Filmmaking

Adventures of Ponyboy: Star Trek Into Darkness

I saw Into Darkness last Friday and immediately wanted to see it again. From the first moment it grabs you and doesn’t let go. It was the 2D version as I detest most things 3D, though I’m tempted by Baz Luhrmann’s The Great Gatsby, and I don’t think I missed anything watching Star Trek in 2D.

Something funny happened while I watched. Yes, there was the man with a baseball cap and the bladder of a seven-year-old girl who chose to sit in the center of the row and then needed climb over everyone six times to use the restroom. Six times. But that wasn’t funny.

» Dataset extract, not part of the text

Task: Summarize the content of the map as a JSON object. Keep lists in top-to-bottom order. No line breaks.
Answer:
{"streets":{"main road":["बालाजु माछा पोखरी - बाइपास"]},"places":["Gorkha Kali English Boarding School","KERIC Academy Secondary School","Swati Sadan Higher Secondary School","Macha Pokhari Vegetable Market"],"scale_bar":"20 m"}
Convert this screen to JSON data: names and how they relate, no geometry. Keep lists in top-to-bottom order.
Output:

No, the funny thing that happened to me was that I somehow saw the filmmaking in a way I never have before. This isn’t a criticism. I wasn’t looking for it and I don’t think it was obvious. In fact, I try so very hard not to see the filmmaking. I want to enjoy the story as it unfolds and revel in the magic as it takes place in front of me. The magic isn’t in the technical skill required to make me believe. It’s the fact that I do believe. I’ve always believed. I believed a shark was going to get me, even in Denver’s Cook Park community pool. And that was just from the commercials. I didn’t actually see Jaws until 1986. I believed that Luke Skywalker came from a planet that had two suns and that blew up the Death Star. I even kind of almost maybe believed you could build a time machine out of a DeLorean, at least for the two hours I sat in the darkened theater.

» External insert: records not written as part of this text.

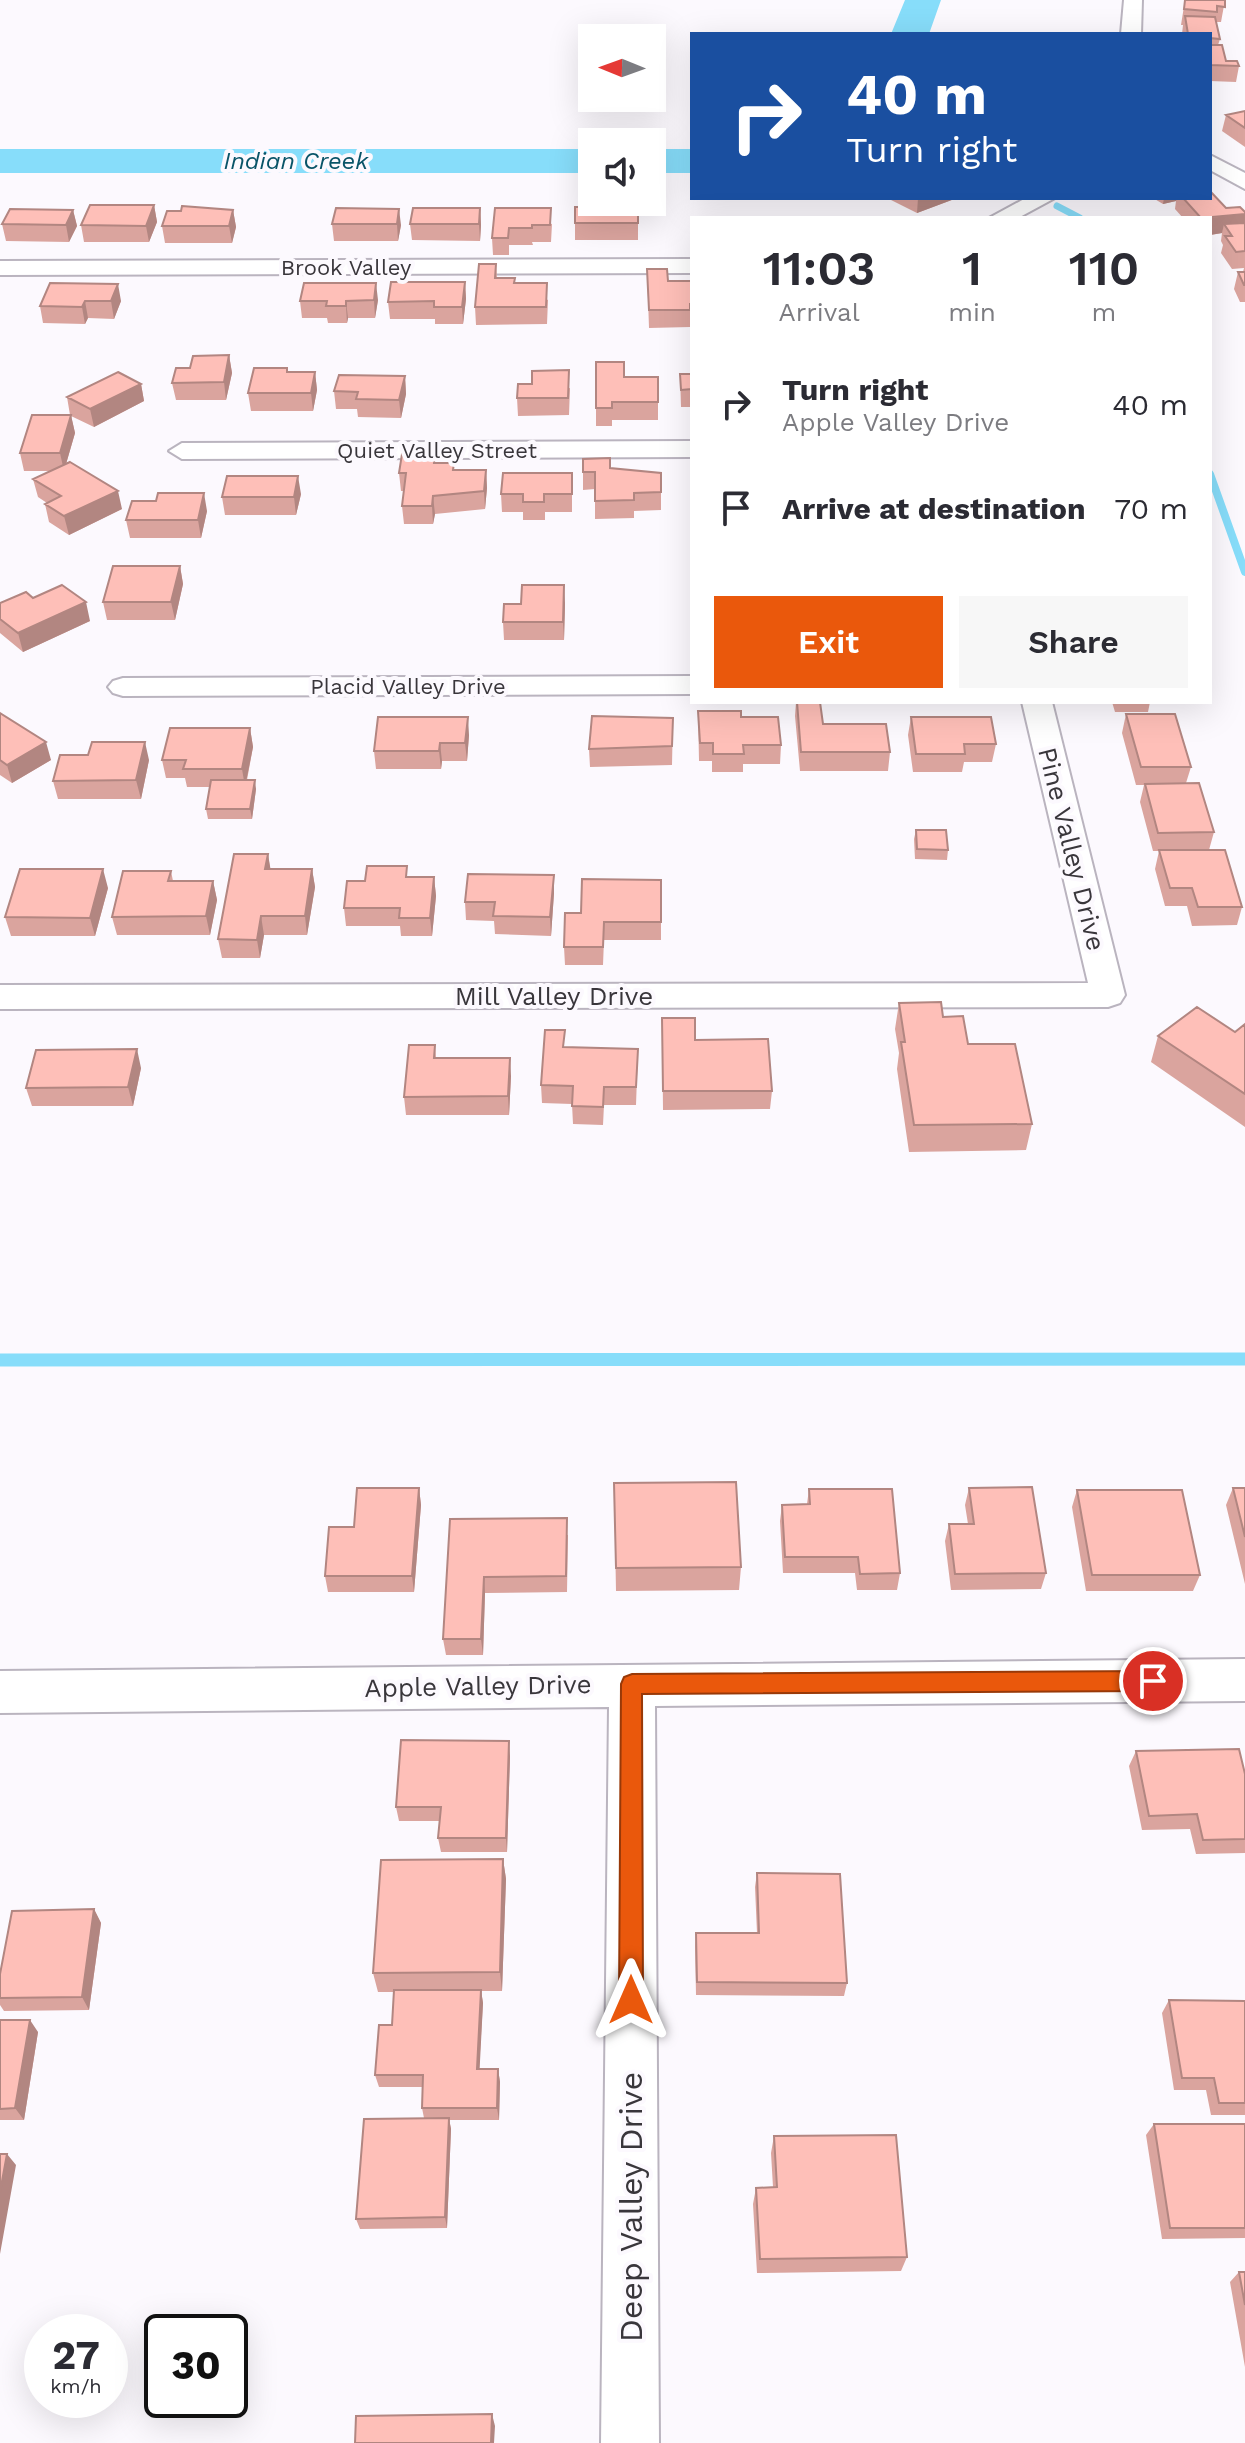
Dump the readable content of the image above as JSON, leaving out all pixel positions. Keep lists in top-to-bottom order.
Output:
{
  "streets": {
    "street": [
      "Brook Valley",
      "Quiet Valley Street",
      "Placid Valley Drive",
      "Pine Valley Drive",
      "Mill Valley Drive",
      "Apple Valley Drive",
      "Deep Valley Drive"
    ]
  },
  "crossings": [
    ["Pine Valley Drive", "Mill Valley Drive"],
    ["Apple Valley Drive", "Deep Valley Drive"]
  ],
  "water": ["Indian Creek"],
  "north": "left",
  "page": {
    "turn": ["40 m", "Turn right"],
    "eta": [
      "11:03",
      "Arrival",
      "1",
      "min",
      "110",
      "m"
    ],
    "list": [
      {
        "name": "Turn right",
        "note": "Apple Valley Drive",
        "value": "40 m"
      },
      {
        "name": "Arrive at destination",
        "value": "70 m"
      }
    ],
    "buttons": ["Exit", "Share"],
    "speed": "27 km/h",
    "limit": "30"
  }
}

That’s how I like it. I want to be reeled in and convinced.

Then along came JJ Abrams. I’m not going to pretend I’ve followed his career. I haven’t. It was more a realization that I’ve enjoyed his career without knowing it was him I was enjoying. The same thing happened with David Fincher not too long ago. Anyway, it was probably Abrams first Star Trek that hooked me. He was treading on sacred ground to so many and he’d never really watched the show. Abrams is a Star Wars guy so he relied on his collaborators to keep the mythology on track. Or turn it upside down as the case maybe. One of them was Alex Kurtzman who likened the original Star Trek to classical music while Star Wars was rock and roll. Star Trek was submarine warfare, cat and mouse. So what could Star Trek learn from Star Wars? Pick up the pace. Wow, did they ever. The first one was huge. Into Darkness takes the spectacle even further yet somehow remains grounded in reality, even if it’s sci-fi reality. The characters are old and new at the same time and I care about them. But while I like Star Trek I have to say I’m more Star Wars myself.

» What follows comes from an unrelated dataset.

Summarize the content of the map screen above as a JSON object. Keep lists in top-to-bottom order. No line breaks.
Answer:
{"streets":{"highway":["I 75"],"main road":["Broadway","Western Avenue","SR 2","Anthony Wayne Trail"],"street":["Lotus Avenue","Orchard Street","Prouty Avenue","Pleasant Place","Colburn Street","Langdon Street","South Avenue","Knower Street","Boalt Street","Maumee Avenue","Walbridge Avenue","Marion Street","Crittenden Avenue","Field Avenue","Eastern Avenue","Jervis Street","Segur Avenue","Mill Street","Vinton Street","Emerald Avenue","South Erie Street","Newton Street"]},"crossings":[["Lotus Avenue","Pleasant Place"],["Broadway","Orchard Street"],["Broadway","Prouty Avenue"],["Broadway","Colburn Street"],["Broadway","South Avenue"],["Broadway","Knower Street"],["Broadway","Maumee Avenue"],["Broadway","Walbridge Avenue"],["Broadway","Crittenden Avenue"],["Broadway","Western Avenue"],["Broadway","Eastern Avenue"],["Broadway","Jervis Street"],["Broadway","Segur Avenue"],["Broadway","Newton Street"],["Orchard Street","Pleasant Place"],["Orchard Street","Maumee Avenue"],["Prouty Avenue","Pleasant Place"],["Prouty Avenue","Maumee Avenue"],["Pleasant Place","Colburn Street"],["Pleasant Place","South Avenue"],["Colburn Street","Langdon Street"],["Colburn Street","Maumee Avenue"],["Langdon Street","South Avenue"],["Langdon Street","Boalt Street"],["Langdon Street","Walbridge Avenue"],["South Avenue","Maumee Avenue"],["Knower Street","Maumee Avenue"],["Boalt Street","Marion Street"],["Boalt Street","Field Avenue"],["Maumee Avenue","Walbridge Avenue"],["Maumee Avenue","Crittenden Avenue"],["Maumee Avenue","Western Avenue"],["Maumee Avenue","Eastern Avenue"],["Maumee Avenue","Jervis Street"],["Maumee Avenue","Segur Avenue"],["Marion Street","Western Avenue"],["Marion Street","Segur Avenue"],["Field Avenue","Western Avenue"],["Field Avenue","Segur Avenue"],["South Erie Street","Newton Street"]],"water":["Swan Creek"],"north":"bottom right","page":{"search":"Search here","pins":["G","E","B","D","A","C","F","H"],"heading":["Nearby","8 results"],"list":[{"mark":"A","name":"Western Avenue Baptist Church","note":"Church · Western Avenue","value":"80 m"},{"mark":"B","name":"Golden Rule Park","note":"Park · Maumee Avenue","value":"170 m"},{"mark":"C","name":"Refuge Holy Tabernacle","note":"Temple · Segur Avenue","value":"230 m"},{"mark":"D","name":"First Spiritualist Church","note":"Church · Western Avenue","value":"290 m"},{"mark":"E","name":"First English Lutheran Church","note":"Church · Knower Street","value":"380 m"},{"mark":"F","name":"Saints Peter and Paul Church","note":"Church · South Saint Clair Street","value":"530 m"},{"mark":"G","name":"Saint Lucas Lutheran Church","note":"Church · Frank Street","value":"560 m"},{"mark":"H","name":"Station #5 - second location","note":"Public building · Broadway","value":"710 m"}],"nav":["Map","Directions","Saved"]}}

I wasn't allowed to see Star Wars when it first came out. It was rated PG and I had only seen G rated Disney fare. So I pressed and prodded and pushed for the entire summer. Dad had to give the green light. Mom usually made these types of decisions, but not this time. I wonder if they disagreed and she made him tell me no. I don't know what changed his mind, who he might have talked to that made him feel that it would be okay, that I would be okay, if I saw Star Wars. Maybe he talked to Seth's dad while they were both mowing the lawn. Seth had seen it. He had all the dolls. I hadn't yet learned to call them action figures. He even had the record, just the music, the soundtrack. We listened to it over and over lying on Seth’s living room floor while I made up new adventures for the dolls because I didn’t know the proper story. Seth didn’t mind that I strayed from the script.

At any rate, Dad finally conceded. Maybe he just gave up to my constant nagging. Maybe Fr. O’Malley nodded his approval. Maybe he wanted to see it himself. However it came to be, just before I started second grade, Dad took me to the movies. Not dropped me off like with the Raggedy Ann & Andy movie. In the mid-1970s wasn’t considered child endangerment to drop of a seven-year-old at a movie theater alone. This time though we went together.

It was like nothing, nothing I'd ever seen. No one had. Everyone wanted to know how it was done. So they told us. There was a TV special that revealed some of the secrets. School had just started and I was given permission to watch The Making of Star Wars across the street at Seth's house. He had a color TV We climbed onto the fuzzy mustard colored couch in his family room facing the 18” tube with rabbit ears sticking out the top. I’d changed out of my red plaid school uniform into play clothes, but not my socks. I still had on my white knee high socks with Buster Brown shoes. His mom had made supper, they called it supper, and now their brand new dishwasher rumbled and groaned in the kitchen behind us. Seth had recently started wearing glasses and he kept bumping them on his nose as he tried to brush brown curls out of his face. We each had a Dum Dum Pop; mine was root beer, his was pineapple. Down the hall Jordan, Seth’s little brother, was splashing in a bath. We were giggly and chattering until John Williams silenced us. C3P-O came on the TV and showed us how the land speeder zoomed across the sands of some place called Tunisia, not Tatooine, in one endless circle like a horse on a merry-go-round and how the space ship that had filled the screen was really only about three feet long and that some guy named Ben, but not Kenobi, created the sound for light sabers.

I know these revelations ignited imaginations in future filmmakers, Abrams included, for which I am most grateful as a movie watcher. But it burst a bubble in mine. I didn’t want to run out and buy a movie camera. I wanted to believe. Filmmakers are magicians and I love what they do. I don’t necessarily want to know how the trick works. I don’t want to think about blue screens or green screens or stop motion animation or make sticky software or the shutter in 3D glasses or RED cameras. When the lights go down I don’t want to think about these things. I want to believe.

I do though. Know stuff. Not much, but I did help roommates with their 8mm masterpieces before digital. I can pull focus walking backward next to a Radio Flier being wheeled down a never-ending dorm hallway. I’ve lived in a room with strips of film taped to the walls waiting to be spliced together with a clank and projected at twenty-four frames per second. I’ve seen the benefit of letterboxing and signed a petition to get Ted Turner to quit colorizing the classic black and white films, especially the ones shot after color was readily available. I have spent ages tracking down obscure source material for adaptations before Google.

Abrams is a Star Wars guy. He was one of those that made his own 8mm films as a kid. Look at Super 8. So when George Lucas sold to Disney and Abrams signed on Episode VII, I was cautiously thrilled. He seemed to be the perfect answer to take my first true cinematic love and have the reverence and respect for the source material and then make it bigger and better while still getting it right. I don’t know what “right” looks like but I trust that Abrams does. I trust that he can make me feel like I’m seven-years-old in a theater sitting next to Dad watching the most amazing thing either one of us has ever seen and believing with everything that I am that it could really happen in a galaxy far far away.